Dios contra los rezos

Dios estaba recostado sobre una nube, escuchando los rezos de la gente, cuando se dio cuenta de algo que en realidad había sabido todo el tiempo, pero nunca se había tomado el trabajo de pensar. “Esta gente está rezando para que me entere de que desean algo”, reflexionó Dios. “¿Se piensan que no lo sé? ¿Se creen que vivo en una nube?”
Dios se enojó, se levantó y alejó la nube de una patada. “¿Creen que si rezan suficiente voy a cambiar mi voluntad? ¿Creen que soy tan fácil de influir?” Dios se indignó. Sonaron truenos en todo el Universo. Los habitantes del Paraíso que estaban cerca se dieron cuenta de que estaba irritado y decidieron alejarse en silencio, para no ser objeto de la ira de Dios.
Estaba especialmente molesto con los que realizaban promesas de sacrificios de toda índole para el caso de que Dios hiciera lo que ellos pretendían. Dios lo consideraba como un intento de soborno inaceptable. ¿Por qué tenían que venir a molestarlo con semejante inmoralidad? No era para eso que los había creado. No se acordaba bien para qué era, pero seguro que no era para darle tantos disgustos.
En el fondo, entendía que la gente no tenía intención de ofenderlo. Pero se ofendía igual, no estaba de humor para andar perdonando cualquier cosa. En general, la gente pedía ayuda para sobrellevar alguna situación, o para que algún otro pudiera superar algún percance. Estas intenciones no tenían nada de malo, a veces era cierto que el único que podía ayudar era él. “¿Pero no se dan cuenta de que ya lo sé?” pensaba Dios. “Ya conozco la situación de todos, man. Para algo soy omnipotente, la puta que los parió. Por ahí todo es parte de mi plan para el Universo, ¿no les cabe en la cabeza?” Dios sabía que no todas las calamidades eran necesariamente parte de su plan. Él se manejaba más que nada a grandes rasgos, a nivel universal, no estaba en todos los detalles.

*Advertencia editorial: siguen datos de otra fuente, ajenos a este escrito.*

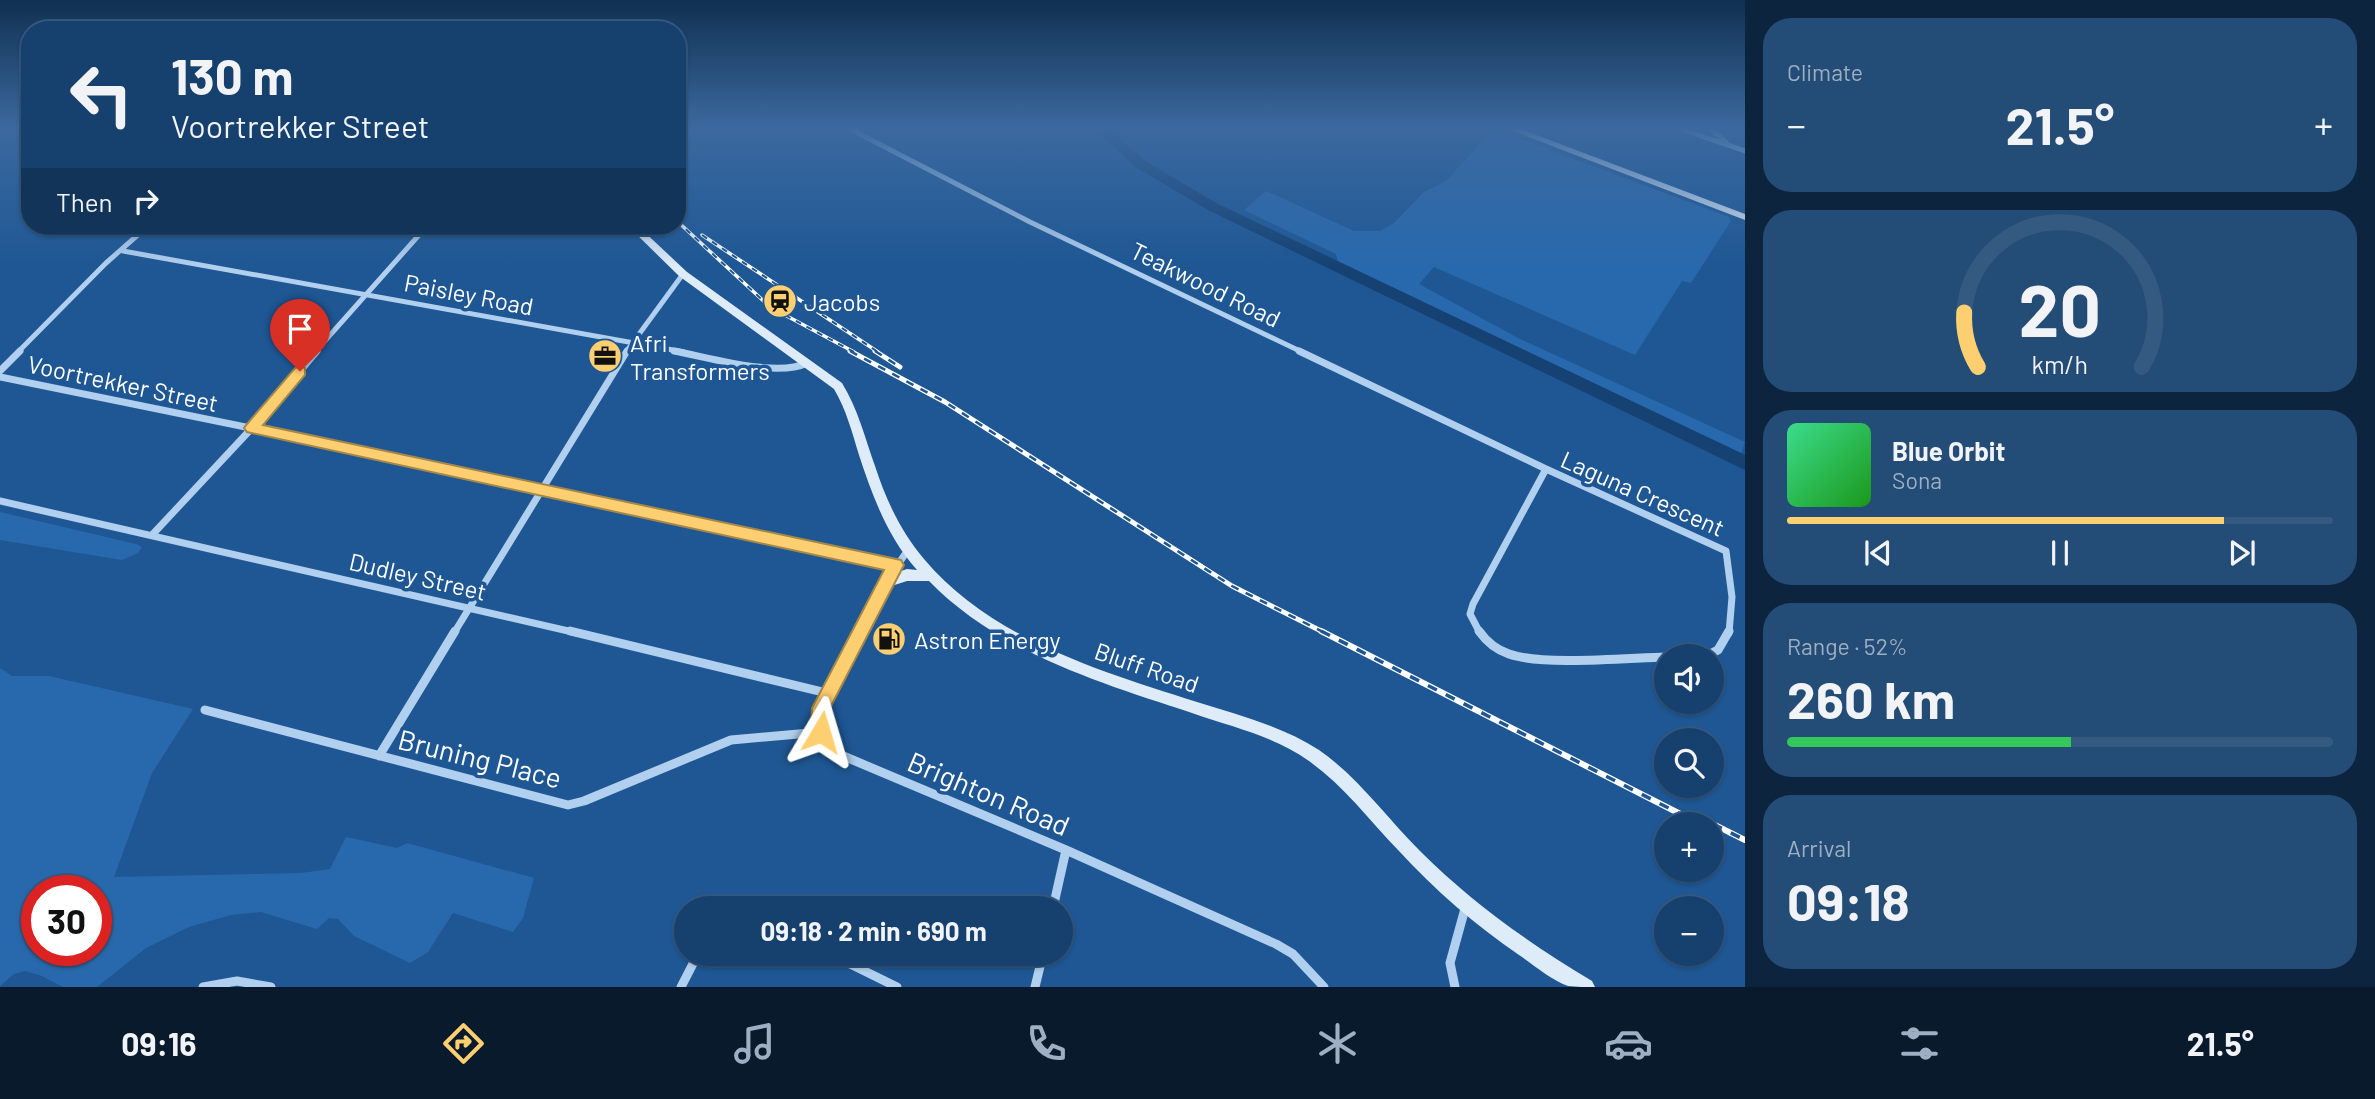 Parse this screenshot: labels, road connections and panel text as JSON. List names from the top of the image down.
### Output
{
  "streets": {
    "main road": ["Bluff Road"],
    "street": [
      "Teakwood Road",
      "Paisley Road",
      "Voortrekker Street",
      "Laguna Crescent",
      "Dudley Street",
      "Bruning Place",
      "Brighton Road"
    ]
  },
  "crossings": [
    ["Teakwood Road", "Laguna Crescent"],
    ["Paisley Road", "Bluff Road"],
    ["Bruning Place", "Brighton Road"]
  ],
  "places": {
    "station": ["Jacobs"],
    "office": ["Afri Transformers"],
    "fuel station": ["Astron Energy"]
  },
  "page": {
    "tile": [
      "Climate",
      ["Range · 52%", "260 km"],
      ["Arrival", "09:18"]
    ],
    "turn": ["130 m", "Voortrekker Street"],
    "heat": ["−", "21.5°", "+"],
    "then": "Then",
    "song": ["Blue Orbit", "Sona"],
    "map_buttons": ["+", "−"],
    "limit": "30",
    "trip": "09:18 · 2 min · 690 m",
    "tabs": ["09:16", "21.5°"],
    "gauge": ["20", "km/h"]
  }
} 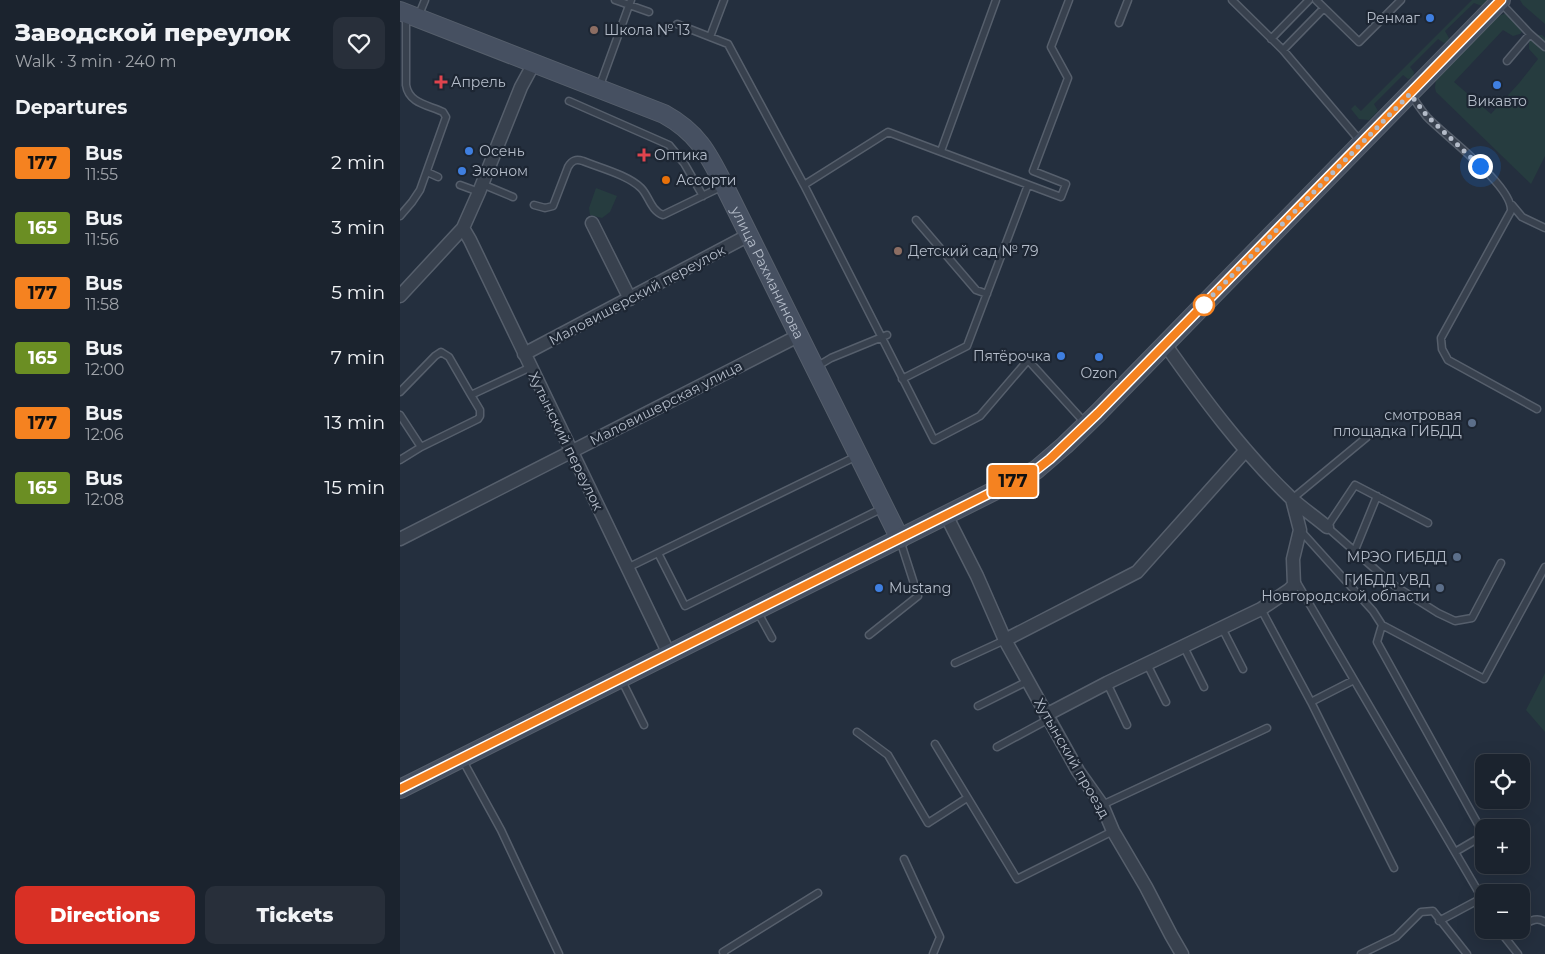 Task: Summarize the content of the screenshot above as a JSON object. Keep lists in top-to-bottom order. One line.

En momentos como aquél, Dios desarrollaba cierta simpatía por los ateos, que por lo menos no creían en él, y entonces no lo molestaban. Pero rápidamente se daba cuenta de que unos cuantos que se decían ateos, cuando se encontraban en dificultades, acudían a él igual, por las dudas. Entonces se enojaba más. “¿Así que cuando tenés problemas venís a Papá?” exclamaba Dios encolerizado.
Cuando pasaron algunos minutos de gritos de Dios, los arcángeles se reunieron en las cercanías de sus aposentos. El arcángel Gabriel decidió entrar a calmarlo. Al principio debió recibir insultos por parte de Dios, que no quería entrar en razones. Pero Gabriel, con paciencia, lo fue llevando por un rumbo más positivo. Le hizo pensar en todos los que seguían su ejemplo y hacían bien a los demás, en aquellos que evitaban rezar para no molestarlo, en los que se preocupaban por no nombrarlo en vano.
Dios, lentamente, se fue calmando. En un momento se acercó al arcángel y lo abrazó. Gabriel también lo abrazó todo lo que pudo. Ambos exhalaban amor y misericordia. Después de unos minutos de silencio, en los que no valía la pena decir nada, Dios dio por terminado el abrazo y agradeció a Gabriel la intervención. El arcángel se limitó a apuntar que estaba para ayudarlo.
Como la situación estaba más calma, el arcángel se retiró para volver a sus actividades habituales. Antes de irse, oyó la voz de Dios muy suave. “Es que a veces me sacan, Gabriel, me sacan”.